Bild: Darum ging es: Kinderbilder der deutschen Fußballer Gündoğan (l.) und …
Nette Jungs, die von Schokoladenschachteln lächeln – wer soll da was
dagegen haben? Noch dazu, wenn sie so süß aussehen wie der kleine Jérôme
und der kleine İlkay mit den großen Augen? Das schlimm zu finden kann man
sich nicht vorstellen. Außer am Arsch der Welt.
Irgendwo am Bodensee fanden sich tatsächlich ein paar Pegidisten, die sich
über die Fotos von nicht blonden Kindern empörten und die rassistische
Sprüche dazu machten, weil der Ferrero-Konzern den üblichen teutschen
08/15-Werbejungen ausgewechselt hatte. Zugunsten einer bunten Mischung
Fußballkinder für die Sonderschokoladen zur Fußball-EM. Und weil es sich
bei den neuen Kindern unter anderem um die heutigen deutschen
Nationalspieler Jérôme Boateng und İlkay Gündoğan handelt, schwappt jetzt
eine Aufregungswelle durch das Netz.
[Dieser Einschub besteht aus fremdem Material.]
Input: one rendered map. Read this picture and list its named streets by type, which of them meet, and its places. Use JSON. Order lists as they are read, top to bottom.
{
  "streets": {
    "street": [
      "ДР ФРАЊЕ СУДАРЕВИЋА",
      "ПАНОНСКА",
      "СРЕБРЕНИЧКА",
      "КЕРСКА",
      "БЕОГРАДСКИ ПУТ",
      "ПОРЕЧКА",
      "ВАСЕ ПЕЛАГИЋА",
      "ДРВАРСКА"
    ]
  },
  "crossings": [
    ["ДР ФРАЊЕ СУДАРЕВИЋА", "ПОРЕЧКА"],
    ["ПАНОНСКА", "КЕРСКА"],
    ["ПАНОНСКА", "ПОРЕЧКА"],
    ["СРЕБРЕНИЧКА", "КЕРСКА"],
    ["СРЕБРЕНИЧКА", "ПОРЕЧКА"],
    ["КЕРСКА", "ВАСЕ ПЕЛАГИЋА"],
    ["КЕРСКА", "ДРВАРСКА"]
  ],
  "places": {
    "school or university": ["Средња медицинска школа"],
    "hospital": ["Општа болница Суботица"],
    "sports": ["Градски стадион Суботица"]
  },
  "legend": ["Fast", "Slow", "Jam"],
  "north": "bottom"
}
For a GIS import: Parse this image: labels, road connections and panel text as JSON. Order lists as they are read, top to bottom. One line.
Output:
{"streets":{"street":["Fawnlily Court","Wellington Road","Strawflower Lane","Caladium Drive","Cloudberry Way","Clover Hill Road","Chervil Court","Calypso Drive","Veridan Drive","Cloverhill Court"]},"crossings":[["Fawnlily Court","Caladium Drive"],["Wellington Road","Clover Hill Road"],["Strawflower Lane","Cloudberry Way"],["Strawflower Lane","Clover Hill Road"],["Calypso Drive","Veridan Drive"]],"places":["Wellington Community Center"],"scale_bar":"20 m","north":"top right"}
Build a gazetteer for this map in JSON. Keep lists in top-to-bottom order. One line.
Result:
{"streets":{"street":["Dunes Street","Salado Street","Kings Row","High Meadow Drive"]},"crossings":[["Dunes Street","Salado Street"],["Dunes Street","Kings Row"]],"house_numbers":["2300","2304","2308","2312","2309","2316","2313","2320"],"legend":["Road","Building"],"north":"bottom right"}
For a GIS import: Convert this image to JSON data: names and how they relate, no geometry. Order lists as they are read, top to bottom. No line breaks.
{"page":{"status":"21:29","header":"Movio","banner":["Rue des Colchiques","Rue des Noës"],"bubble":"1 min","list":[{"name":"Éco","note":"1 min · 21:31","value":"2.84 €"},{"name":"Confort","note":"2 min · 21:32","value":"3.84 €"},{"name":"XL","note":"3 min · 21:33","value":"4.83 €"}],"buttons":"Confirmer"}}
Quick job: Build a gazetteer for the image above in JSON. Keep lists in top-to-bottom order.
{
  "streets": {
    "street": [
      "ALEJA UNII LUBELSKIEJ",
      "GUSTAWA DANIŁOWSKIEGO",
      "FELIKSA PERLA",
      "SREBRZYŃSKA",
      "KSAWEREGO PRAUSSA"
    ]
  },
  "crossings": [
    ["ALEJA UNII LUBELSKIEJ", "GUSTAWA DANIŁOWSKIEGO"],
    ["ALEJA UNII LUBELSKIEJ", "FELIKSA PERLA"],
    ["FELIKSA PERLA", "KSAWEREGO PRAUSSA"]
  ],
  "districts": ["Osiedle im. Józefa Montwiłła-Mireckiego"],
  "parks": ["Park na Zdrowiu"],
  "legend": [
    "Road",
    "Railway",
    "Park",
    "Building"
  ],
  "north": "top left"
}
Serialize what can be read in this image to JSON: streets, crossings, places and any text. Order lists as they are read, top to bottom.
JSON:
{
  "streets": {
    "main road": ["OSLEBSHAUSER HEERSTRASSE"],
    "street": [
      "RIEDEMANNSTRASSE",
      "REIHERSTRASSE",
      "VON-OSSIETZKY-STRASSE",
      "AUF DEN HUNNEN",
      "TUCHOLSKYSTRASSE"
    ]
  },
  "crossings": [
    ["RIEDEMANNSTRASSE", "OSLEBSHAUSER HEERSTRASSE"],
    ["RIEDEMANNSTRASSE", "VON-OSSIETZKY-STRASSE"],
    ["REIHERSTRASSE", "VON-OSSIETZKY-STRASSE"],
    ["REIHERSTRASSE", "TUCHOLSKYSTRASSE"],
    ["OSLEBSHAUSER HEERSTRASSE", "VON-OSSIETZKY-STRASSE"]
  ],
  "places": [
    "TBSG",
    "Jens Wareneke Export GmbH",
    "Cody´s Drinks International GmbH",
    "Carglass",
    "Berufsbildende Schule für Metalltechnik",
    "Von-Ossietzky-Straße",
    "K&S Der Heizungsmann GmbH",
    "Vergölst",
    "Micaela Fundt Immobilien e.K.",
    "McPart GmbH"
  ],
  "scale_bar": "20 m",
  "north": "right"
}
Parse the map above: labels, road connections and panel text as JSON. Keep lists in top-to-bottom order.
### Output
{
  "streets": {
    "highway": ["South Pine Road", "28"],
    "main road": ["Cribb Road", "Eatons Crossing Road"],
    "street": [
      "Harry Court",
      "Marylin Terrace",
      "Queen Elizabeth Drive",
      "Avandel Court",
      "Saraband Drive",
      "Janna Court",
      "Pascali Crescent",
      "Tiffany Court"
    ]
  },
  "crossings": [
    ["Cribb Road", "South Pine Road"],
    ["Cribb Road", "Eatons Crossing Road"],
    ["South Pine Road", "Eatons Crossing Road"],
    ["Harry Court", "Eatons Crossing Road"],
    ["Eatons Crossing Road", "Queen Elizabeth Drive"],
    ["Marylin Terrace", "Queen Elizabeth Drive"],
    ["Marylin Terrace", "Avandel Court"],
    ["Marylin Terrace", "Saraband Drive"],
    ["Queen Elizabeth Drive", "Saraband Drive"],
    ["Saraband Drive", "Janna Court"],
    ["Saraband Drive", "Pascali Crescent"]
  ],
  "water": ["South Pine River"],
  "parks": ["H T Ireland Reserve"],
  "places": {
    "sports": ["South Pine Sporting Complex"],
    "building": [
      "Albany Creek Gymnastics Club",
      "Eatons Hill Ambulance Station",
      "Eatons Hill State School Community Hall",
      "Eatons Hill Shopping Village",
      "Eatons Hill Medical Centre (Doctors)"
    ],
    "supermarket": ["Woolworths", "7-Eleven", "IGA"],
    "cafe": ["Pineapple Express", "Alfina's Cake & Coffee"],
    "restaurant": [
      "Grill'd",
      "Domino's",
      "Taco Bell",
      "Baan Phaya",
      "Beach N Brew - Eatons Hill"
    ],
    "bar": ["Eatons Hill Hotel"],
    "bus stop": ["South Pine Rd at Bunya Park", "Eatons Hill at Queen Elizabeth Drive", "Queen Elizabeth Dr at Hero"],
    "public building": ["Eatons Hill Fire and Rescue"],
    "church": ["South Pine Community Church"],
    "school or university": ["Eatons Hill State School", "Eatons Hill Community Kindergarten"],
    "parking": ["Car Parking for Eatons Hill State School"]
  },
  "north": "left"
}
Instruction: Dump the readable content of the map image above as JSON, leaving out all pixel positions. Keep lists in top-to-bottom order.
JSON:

Wobei die meisten Posts eindeutig für
die Präsenz von Boateng und Gündoğan plädieren – sowohl auf
Kinderschokolade als auch auf deutschen Fußballschlachtfeldern seien sie
gern gesehen, betont die klare Mehrheit.
Womit wir bei der Frage wären, warum so ein paar Rassisten so viel
Aufmerksamkeit verdienen, die auch dieser Text der Sache widmet. Tja.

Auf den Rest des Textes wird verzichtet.